WHAT YOU WILL DO
Every line of the listing below should come back exactly as written, with no images.

DATA RECORDS
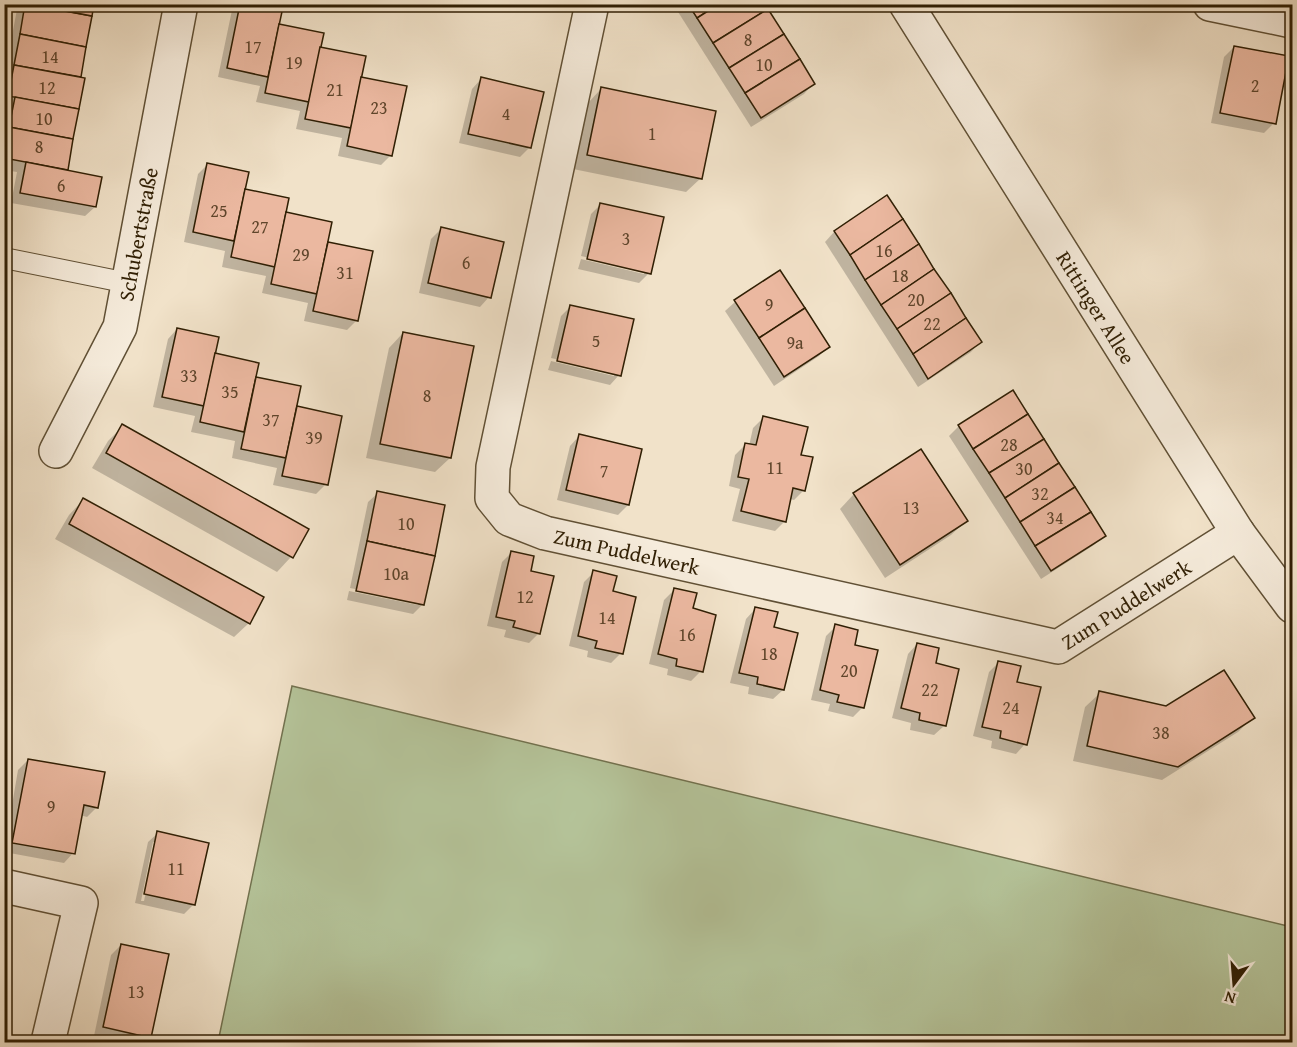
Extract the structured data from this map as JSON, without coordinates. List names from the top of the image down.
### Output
{
  "streets": {
    "street": ["Schubertstraße", "Rittinger Allee", "Zum Puddelwerk"]
  },
  "crossings": [
    ["Rittinger Allee", "Zum Puddelwerk"]
  ],
  "house_numbers": [
    "8",
    "17",
    "14",
    "19",
    "10",
    "2",
    "12",
    "21",
    "23",
    "4",
    "10",
    "1",
    "8",
    "6",
    "25",
    "27",
    "3",
    "16",
    "29",
    "6",
    "31",
    "18",
    "20",
    "9",
    "22",
    "5",
    "9a",
    "33",
    "35",
    "8",
    "37",
    "39",
    "28",
    "11",
    "30",
    "7",
    "32",
    "13",
    "34",
    "10",
    "10a",
    "12",
    "14",
    "16",
    "18",
    "20",
    "22",
    "24",
    "38",
    "9",
    "11",
    "13"
  ],
  "north": "bottom"
}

RESPONSE TO THIS TASK
Extract the structured data from this map as JSON, without coordinates. List names from the top of the image down.
### Output
{
  "streets": {
    "street": ["Schubertstraße", "Rittinger Allee", "Zum Puddelwerk"]
  },
  "crossings": [
    ["Rittinger Allee", "Zum Puddelwerk"]
  ],
  "house_numbers": [
    "8",
    "17",
    "14",
    "19",
    "10",
    "2",
    "12",
    "21",
    "23",
    "4",
    "10",
    "1",
    "8",
    "6",
    "25",
    "27",
    "3",
    "16",
    "29",
    "6",
    "31",
    "18",
    "20",
    "9",
    "22",
    "5",
    "9a",
    "33",
    "35",
    "8",
    "37",
    "39",
    "28",
    "11",
    "30",
    "7",
    "32",
    "13",
    "34",
    "10",
    "10a",
    "12",
    "14",
    "16",
    "18",
    "20",
    "22",
    "24",
    "38",
    "9",
    "11",
    "13"
  ],
  "north": "bottom"
}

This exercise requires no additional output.